39. Is a provider required to keep two medical records (HCSS and LHCSA) for waiver participants?

No. A LHCSA that is an approved TBI waiver provider must follow all LHCSA requirements regarding medical records. There is no need to maintain a separate record or filing system for HCSS recipients. DOH surveillance staff is aware of the potential for competing requirements and will develop a method by which to survey HCSS providers to accommodate this issue. Future communications will be issued as needed to assist RRDC staff and providers to understand program changes and respond to questions on a consistent basis.

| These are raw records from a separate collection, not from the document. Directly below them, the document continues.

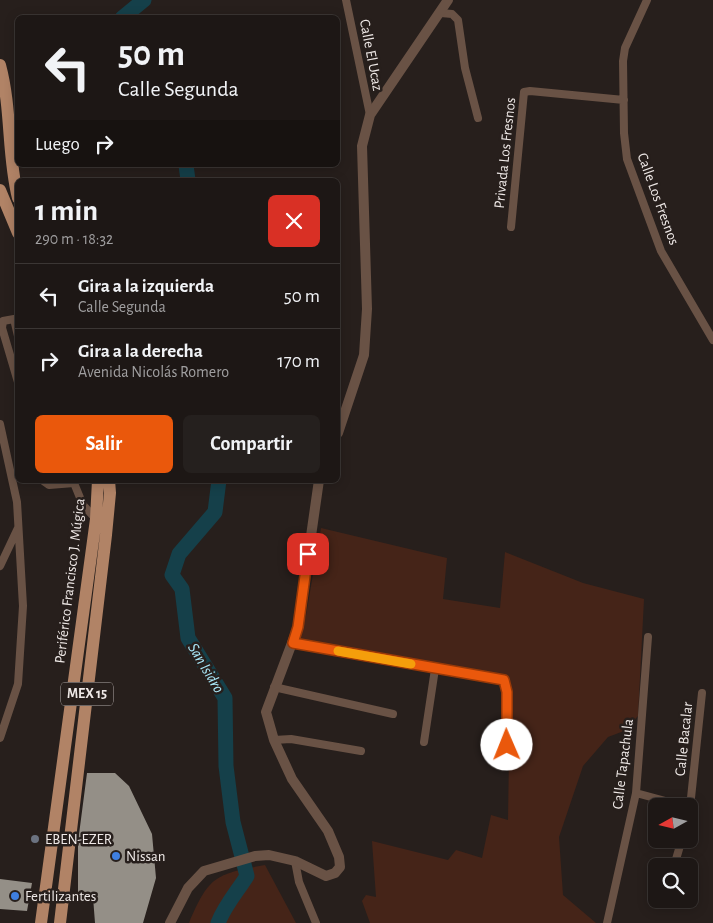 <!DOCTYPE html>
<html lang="es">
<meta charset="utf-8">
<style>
body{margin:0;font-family:"Alegreya Sans",sans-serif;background:#25201e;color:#f1f3f6;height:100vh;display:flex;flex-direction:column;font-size:19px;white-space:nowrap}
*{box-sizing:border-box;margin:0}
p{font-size:16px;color:#a09fa0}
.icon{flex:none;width:28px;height:28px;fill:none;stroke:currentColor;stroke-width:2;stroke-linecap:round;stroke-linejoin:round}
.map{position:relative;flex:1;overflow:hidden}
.drawer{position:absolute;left:15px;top:178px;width:325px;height:305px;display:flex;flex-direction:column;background:#1d1715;border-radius:8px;box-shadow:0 2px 12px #0003,0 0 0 1px #3b3634}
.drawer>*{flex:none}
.banner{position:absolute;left:15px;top:15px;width:325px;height:152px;border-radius:8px;box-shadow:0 2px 12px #0003,0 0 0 1px #3b3634;background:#1d1715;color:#f1f3f6;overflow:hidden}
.needle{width:32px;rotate:262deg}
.buttons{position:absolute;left:648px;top:798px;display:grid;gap:10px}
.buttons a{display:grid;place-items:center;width:50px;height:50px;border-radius:8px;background:#1d1715;box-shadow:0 2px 12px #0003,0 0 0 1px #3b3634;font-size:25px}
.pin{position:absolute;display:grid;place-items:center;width:42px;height:42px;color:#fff;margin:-21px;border-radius:10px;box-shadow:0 2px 8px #0006}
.me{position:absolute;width:55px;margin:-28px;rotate:359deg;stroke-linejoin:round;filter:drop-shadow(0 0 4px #0008)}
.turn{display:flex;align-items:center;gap:18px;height:105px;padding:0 20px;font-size:22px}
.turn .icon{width:65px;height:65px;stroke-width:2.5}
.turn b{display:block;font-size:35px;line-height:42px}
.then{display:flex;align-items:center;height:48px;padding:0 20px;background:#0003;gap:10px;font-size:19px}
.round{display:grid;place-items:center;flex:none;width:52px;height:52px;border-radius:8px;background:#25201e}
.overview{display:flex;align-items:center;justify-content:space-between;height:85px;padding:0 20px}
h1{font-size:30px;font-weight:700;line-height:38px}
.button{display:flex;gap:10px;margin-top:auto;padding:10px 20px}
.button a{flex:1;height:58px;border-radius:8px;background:#ea580c;color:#fff;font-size:20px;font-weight:700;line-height:58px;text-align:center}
.button a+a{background:#25201e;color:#f1f3f6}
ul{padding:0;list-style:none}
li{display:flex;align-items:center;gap:15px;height:65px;padding:0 20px;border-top:1px solid #3b3634}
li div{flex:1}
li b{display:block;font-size:19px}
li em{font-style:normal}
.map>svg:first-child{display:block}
.green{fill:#452418}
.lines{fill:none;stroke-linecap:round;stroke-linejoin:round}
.river{stroke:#15404a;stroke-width:15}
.building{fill:#948f87}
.minor{stroke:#695245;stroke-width:8}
.tertiary{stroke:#695245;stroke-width:10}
.primary{stroke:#b18366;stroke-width:12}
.route-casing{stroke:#983908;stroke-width:12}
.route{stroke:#ea580c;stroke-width:9}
.slow{stroke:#f59e0b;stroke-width:9}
.worship-dot{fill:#6b7280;stroke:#271f1c;stroke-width:2}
.shop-dot{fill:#3f7fe0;stroke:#271f1c;stroke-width:2}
.labels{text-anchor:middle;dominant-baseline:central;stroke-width:5;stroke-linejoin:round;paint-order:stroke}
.shield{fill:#271f1c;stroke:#b3acaa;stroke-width:1}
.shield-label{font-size:14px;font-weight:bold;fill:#efe9e7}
.street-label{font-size:15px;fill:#efe9e7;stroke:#271f1c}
.poi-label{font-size:15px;fill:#efe9e7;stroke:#271f1c;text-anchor:start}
.water-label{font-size:16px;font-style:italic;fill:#aae9fa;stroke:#271f1c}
</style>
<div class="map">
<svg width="713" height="923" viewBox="0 0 713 923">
<rect width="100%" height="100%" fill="#271f1c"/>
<path class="green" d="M321 528 447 558 443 599 500 608 505 552 583 583 644 599 638 716 624 731 608 737 583 766 559 837 563 895 596 923H370L362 901 366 895 376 897 372 841 448 860 456 850 482 858 491 815 508 820 510 691 507 678 503 675 299 641 306 615Z
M265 865 296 923H189C209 876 215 874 265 865Z"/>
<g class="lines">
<path class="river" d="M122 18 144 0
M186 165 188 180
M218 923C225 905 237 892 247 876L233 822 226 766 225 698 188 638 182 589 172 575 179 554 215 512 219 480"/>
</g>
<path class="building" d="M87 773H115L129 786 152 834 156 878 143 923H95L93 897 78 896V842Z
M0 879 32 883 27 911 0 909Z"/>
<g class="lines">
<path class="minor" d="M346 0 370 115
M647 0 625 48 623 61 624 133 627 159 661 251 713 340
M441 13 452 14 458 20 465 68 478 118
M511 227 524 92 530 91 624 100
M18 336 14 319 3 321 2 328 18 382
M0 424 17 502 23 606 18 684 0 738
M42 480 49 485 74 483
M69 480 74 483 83 505 96 519
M0 566 18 528
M293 643 504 680 507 692 506 762
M274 687 393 714
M274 740 291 739 361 751
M424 742 435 669
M636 793 684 806
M689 817 702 693
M295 861 299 882 316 923
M674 866 682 839
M607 923 636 793 648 637"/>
<path class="tertiary" d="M338 433 364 355 367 309 362 146 370 115 448 0
M170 923 188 888 204 871 255 856 269 855 295 861 326 876 335 873 340 867 339 857 328 831 292 779 274 740 266 712 298 627 319 480"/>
<path class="primary" d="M0 65C12 110 7 154 18 198
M0 190 18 233
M41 923 96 519 98 480
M60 923 106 535 110 493 109 480"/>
</g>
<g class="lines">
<defs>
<path id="route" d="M308 554 298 627 293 643 504 680 507 692V745"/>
</defs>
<use href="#route" class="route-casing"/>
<use href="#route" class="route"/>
<path class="slow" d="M338 651 411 664"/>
</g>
<circle class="worship-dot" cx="35" cy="839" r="5"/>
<g class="shop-dot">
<circle cx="116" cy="856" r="5"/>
<circle cx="15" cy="896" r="5"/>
</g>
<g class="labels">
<rect class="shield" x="61" y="682.5" width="52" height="23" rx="4"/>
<g class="shield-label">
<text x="87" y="694">MEX 15</text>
</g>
<g class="street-label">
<text transform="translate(371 55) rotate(79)">Calle El Ucaz</text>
<text transform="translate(505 153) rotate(-84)">Privada Los Fresnos</text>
<text transform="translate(658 199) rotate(70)">Calle Los Fresnos</text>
<text transform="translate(70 581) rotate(-83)">Periférico Francisco J. Múgica</text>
<text transform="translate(684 739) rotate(-84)">Calle Bacalar</text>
<text transform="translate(623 764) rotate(-83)">Calle Tapachula</text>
</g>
<g class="poi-label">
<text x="45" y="839">EBEN-EZER</text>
<text x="126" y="856">Nissan</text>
<text x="25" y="896">Fertilizantes</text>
</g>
<g class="water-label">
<text transform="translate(206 668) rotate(59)">San Isidro</text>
</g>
</g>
</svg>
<div class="buttons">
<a><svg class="needle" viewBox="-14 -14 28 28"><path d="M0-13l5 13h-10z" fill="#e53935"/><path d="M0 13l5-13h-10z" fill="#a09fa0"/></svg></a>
<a><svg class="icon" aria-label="search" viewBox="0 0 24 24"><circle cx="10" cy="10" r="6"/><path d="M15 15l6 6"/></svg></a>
</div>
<div class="pin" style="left:308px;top:554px;background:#d93025"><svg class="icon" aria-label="arrive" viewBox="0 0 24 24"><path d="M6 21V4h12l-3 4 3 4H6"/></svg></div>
<svg class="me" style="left:507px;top:745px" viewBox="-20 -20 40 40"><circle r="19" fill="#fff"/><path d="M0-13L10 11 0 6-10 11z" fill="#ea580c"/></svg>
<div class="banner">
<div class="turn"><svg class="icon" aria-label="left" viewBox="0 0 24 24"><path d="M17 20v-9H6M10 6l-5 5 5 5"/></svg><div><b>50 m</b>Calle Segunda</div></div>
<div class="then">Luego<svg class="icon" aria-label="right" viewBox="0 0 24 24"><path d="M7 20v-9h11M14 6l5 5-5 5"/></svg></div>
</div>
<section class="drawer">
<div class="overview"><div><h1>1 min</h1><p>290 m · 18:32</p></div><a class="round" style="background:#d93025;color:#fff"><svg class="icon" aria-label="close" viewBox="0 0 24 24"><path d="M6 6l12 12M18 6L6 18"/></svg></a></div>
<ul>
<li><svg class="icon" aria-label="left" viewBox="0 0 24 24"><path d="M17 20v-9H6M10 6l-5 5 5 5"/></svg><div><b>Gira a la izquierda</b><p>Calle Segunda</p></div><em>50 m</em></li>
<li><svg class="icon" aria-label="right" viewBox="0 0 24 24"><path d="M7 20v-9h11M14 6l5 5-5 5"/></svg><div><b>Gira a la derecha</b><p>Avenida Nicolás Romero</p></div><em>170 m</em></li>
</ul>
<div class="button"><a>Salir</a><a>Compartir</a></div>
</section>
</div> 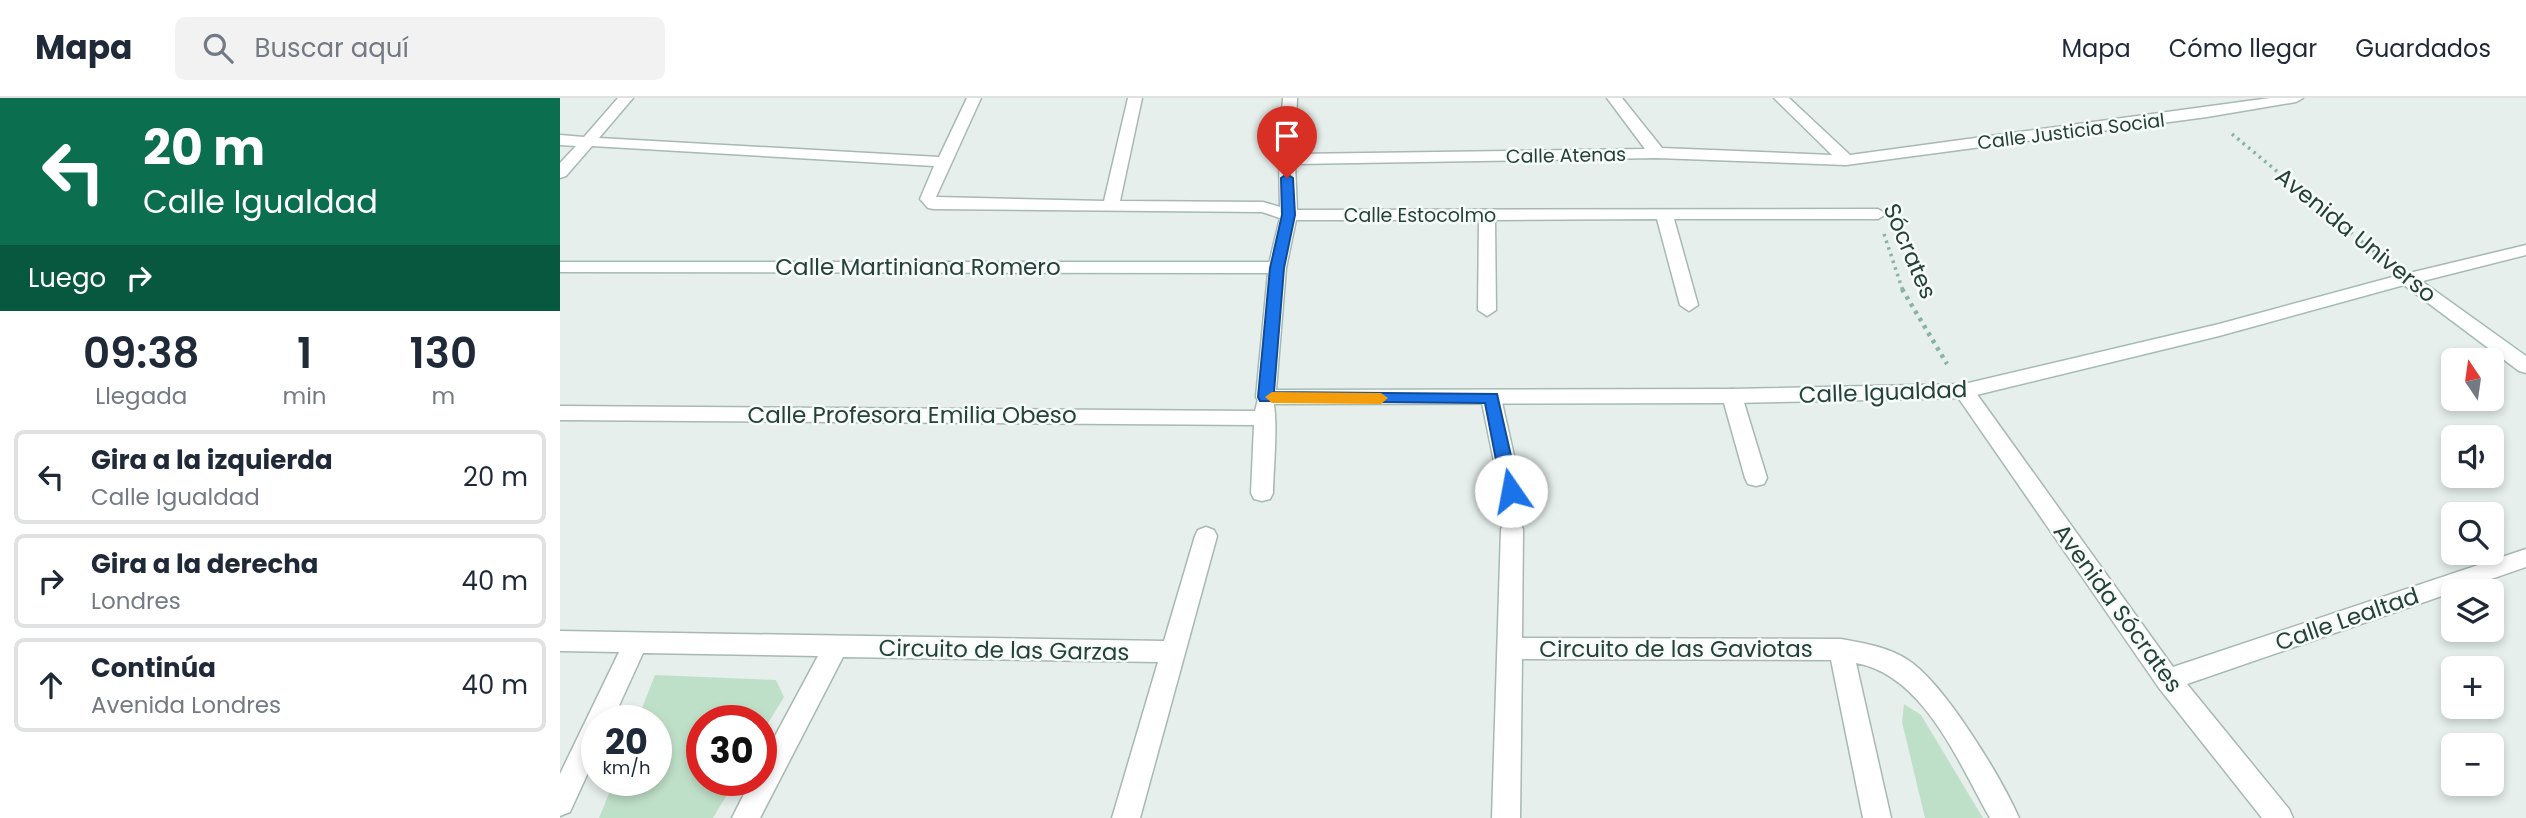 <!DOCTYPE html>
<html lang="es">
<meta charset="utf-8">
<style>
body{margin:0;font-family:Poppins,sans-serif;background:#f2f2f3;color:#1f2937;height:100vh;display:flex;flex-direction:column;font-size:26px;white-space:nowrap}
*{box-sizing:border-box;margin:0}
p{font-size:23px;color:#747a83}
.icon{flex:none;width:38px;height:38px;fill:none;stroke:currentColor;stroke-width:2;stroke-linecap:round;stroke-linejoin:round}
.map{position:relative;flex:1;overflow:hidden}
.side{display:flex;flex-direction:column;background:#fff;width:560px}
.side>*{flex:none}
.guide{background:#0b6e4f;color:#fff;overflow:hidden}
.needle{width:46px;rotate:347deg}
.tools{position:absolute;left:1881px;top:250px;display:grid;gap:14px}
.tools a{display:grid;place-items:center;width:63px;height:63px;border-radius:10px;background:#fff;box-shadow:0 4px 10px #0003;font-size:35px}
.speed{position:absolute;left:21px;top:607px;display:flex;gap:14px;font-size:35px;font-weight:700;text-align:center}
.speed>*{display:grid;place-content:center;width:91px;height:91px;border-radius:50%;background:#fff;box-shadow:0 4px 10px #0003;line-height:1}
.speed small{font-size:18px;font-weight:400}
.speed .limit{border:10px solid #d22;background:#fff;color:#111}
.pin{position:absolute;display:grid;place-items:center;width:60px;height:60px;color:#fff;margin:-72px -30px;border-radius:50% 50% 50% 0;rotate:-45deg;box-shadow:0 0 7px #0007}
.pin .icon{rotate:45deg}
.me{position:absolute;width:77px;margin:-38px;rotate:348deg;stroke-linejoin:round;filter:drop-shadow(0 0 5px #0008)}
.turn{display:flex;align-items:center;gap:24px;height:147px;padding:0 28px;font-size:32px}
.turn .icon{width:91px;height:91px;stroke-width:2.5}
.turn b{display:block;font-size:49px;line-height:60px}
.then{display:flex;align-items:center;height:66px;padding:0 28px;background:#0003;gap:14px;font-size:26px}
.eta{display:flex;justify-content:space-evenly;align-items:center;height:119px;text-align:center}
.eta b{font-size:42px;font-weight:600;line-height:49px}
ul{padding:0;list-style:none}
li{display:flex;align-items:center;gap:21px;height:94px;margin:0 14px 10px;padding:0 14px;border:4px solid #e0e1e3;border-radius:10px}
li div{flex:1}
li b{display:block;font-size:26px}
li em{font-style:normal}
header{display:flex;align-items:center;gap:42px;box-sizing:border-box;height:98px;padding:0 35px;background:#fff;border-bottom:2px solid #e0e1e3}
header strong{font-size:33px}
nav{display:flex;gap:38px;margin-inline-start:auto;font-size:24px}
.search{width:490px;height:63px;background:#f2f2f3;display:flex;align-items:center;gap:18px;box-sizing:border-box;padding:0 24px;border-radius:10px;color:#747a83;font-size:26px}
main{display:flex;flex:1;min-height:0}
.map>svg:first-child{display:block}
.green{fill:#bfe0c8}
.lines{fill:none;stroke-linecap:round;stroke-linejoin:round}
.street-casing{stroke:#a8b8b2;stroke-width:3}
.secondary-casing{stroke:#a4bbb3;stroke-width:3}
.path-far1{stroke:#86b3a5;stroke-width:3.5;stroke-dasharray:2.5 4.5;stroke-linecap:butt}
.path{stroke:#86b3a5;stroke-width:4.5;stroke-dasharray:3.5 5;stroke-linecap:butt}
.street{fill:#fff;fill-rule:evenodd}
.secondary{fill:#fff;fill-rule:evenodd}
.route{fill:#1a73e8;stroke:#114b97;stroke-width:2}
.slow{fill:#f59e0b}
.labels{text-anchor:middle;stroke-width:5;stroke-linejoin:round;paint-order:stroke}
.far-street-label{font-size:19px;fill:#24423a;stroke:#f7fbf9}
.street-label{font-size:23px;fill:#24423a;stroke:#f7fbf9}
</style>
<header>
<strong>Mapa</strong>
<div class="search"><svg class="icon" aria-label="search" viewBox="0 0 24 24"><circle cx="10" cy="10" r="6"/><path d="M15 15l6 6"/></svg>Buscar aquí</div>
<nav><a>Mapa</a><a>Cómo llegar</a><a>Guardados</a></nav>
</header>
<main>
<section class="side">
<div class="guide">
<div class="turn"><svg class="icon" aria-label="left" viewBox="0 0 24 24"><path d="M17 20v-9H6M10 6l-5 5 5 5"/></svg><div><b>20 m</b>Calle Igualdad</div></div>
<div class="then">Luego<svg class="icon" aria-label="right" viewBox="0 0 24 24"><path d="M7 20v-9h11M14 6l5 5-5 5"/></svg></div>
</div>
<div class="eta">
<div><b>09:38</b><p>Llegada</p></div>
<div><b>1</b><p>min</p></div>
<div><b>130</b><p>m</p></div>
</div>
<ul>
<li><svg class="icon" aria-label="left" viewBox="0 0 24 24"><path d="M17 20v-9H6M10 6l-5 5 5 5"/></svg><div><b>Gira a la izquierda</b><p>Calle Igualdad</p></div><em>20 m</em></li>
<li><svg class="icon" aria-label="right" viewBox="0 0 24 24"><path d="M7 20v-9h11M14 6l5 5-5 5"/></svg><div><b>Gira a la derecha</b><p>Londres</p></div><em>40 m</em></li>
<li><svg class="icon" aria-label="ahead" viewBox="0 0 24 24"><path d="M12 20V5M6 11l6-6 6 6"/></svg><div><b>Continúa</b><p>Avenida Londres</p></div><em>40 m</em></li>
</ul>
</section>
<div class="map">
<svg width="1966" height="720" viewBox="0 0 1966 720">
<rect width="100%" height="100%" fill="#e6efeb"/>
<path class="green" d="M95 577 216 582 224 599 201 637V623H142V682L175 683 153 720H39L54 683 96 682V623H77Z
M1344 606 1361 617 1423 720H1365L1342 624Z"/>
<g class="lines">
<defs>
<path id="street" d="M58 0H73L39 40 379 59 407 0H421L376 99 544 103 568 0H582L560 103 703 104 720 109 719 61 723 0H737L735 56 1085 51 1047 0H1062L1102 50 1272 57 1214 0H1229L1290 57 1710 0H1743L1736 4 1647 19 1286 67 1097 60 735 66 737 112 1318 111 1326 116 1318 121H1114L1138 207 1129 213 1120 207 1097 121 935 122 936 212 927 218 918 212 919 122H736L726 170 717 176 708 170 720 120 702 114 374 111 368 110 360 101 374 68 32 48 6 78 0 80V65L16 48 0 47V37L24 39Z
M1966 147V157L1847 187 1838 181 1841 177Z
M1404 286 1411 288 1613 569 1966 451V469L1627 586 1729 711 1733 720H1702L1599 590 1397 298 1394 293 1397 288Z
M1172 291 1179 293 1182 298 1207 380 1204 386 1196 388 1188 386 1185 380 1162 298 1165 293Z
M931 293 938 295 941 300 962 393 959 399 951 401 943 399 940 393 921 300 924 295Z
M705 299 712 301C719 313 713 377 713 395L710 401 702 403 694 401 691 395 694 327 0 322V308L695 313 698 301Z
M952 422 960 425 963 431 962 540 1281 541C1304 545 1328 549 1348 562 1384 585 1441 679 1459 720H1430C1399 666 1364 577 1296 565L1331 720H1303L1271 562 962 561 960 720H932L941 431 944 425Z
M646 429 654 432 657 438 580 720H552L598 564 283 559 200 720H172L191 682H201V664L258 558 83 555 52 623H37V655L10 714 0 718V676L59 554 0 553V533L604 543 635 438 638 432Z"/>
<path id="secondary" d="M0 164H717L726 170 716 292 1172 291 1404 286 1659 226 1847 175 1853 177 1966 258V275L1959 273 1844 187 1659 238 1404 300 1172 305 706 306 699 304 696 299 708 175 0 174Z"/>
</defs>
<use href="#street" class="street-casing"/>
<use href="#secondary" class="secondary-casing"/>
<path class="path-far1" d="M1672 36 1824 162
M1324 136 1343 193"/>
<path class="path" d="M1342 191 1387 266"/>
<use href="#street" class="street"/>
<use href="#secondary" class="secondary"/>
</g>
<path class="route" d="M727 76 733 80 735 117 724 170 714 294 937 296 959 393 956 398 951 399 942 393 925 305 700 303 698 299 710 170 722 117 721 80Z"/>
<path class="slow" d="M712 294 821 295 828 300 821 306 712 305 705 299Z"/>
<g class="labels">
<g class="far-street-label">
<text transform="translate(1511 33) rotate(-7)" y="7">Calle Justicia Social</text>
<text transform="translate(1006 57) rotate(-1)" y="7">Calle Atenas</text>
<text x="860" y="124">Calle Estocolmo</text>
</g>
<g class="street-label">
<text transform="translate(1796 137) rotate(39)" y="8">Avenida Universo</text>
<text transform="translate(1350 153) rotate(67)" y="8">Sócrates</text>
<text x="358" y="177">Calle Martiniana Romero</text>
<text transform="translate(1323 294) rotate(-2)" y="8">Calle Igualdad</text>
<text x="352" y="325">Calle Profesora Emilia Obeso</text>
<text transform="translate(1558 510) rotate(54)" y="8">Avenida Sócrates</text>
<text transform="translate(1787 521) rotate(-19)" y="8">Calle Lealtad</text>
<text x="1116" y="559">Circuito de las Gaviotas</text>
<text transform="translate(444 552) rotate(1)" y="8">Circuito de las Garzas</text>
</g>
</g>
</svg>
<div class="tools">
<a><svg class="needle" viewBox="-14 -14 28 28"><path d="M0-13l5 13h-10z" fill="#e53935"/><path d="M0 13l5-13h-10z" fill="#747a83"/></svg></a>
<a><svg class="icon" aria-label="sound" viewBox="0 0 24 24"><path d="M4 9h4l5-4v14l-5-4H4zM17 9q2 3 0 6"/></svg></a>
<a><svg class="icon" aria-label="search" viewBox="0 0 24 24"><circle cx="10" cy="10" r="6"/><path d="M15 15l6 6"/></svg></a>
<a><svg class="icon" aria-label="layers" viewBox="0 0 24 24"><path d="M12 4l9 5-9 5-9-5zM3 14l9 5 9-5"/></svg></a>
<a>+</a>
<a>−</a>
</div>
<div class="speed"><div>20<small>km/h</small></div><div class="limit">30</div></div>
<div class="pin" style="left:727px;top:80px;background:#d93025"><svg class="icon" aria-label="arrive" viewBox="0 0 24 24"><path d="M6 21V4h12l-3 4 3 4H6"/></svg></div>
<svg class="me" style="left:951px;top:393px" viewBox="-20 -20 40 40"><circle r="19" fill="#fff"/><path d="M0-13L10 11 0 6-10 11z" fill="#1a73e8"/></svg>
</div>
</main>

40. There is a problem with the requirement that the PRI/SCREEN be completed every twelve months. A CHHA cannot bill for PRI/SCREEN unless twelve months have passed since last completion and so they complete another form the week after the previous one expires. This results in a period of time when there is no active PRI/SCREEN and during which the LHCSA may face liability issues. Please clarify?

Currently, it is required that the new PRI/Screen be completed in a timely manner so that no gap in waiver eligibility results. OLTC staff are aware of this billing issue, and will explore ways to resolve the matter.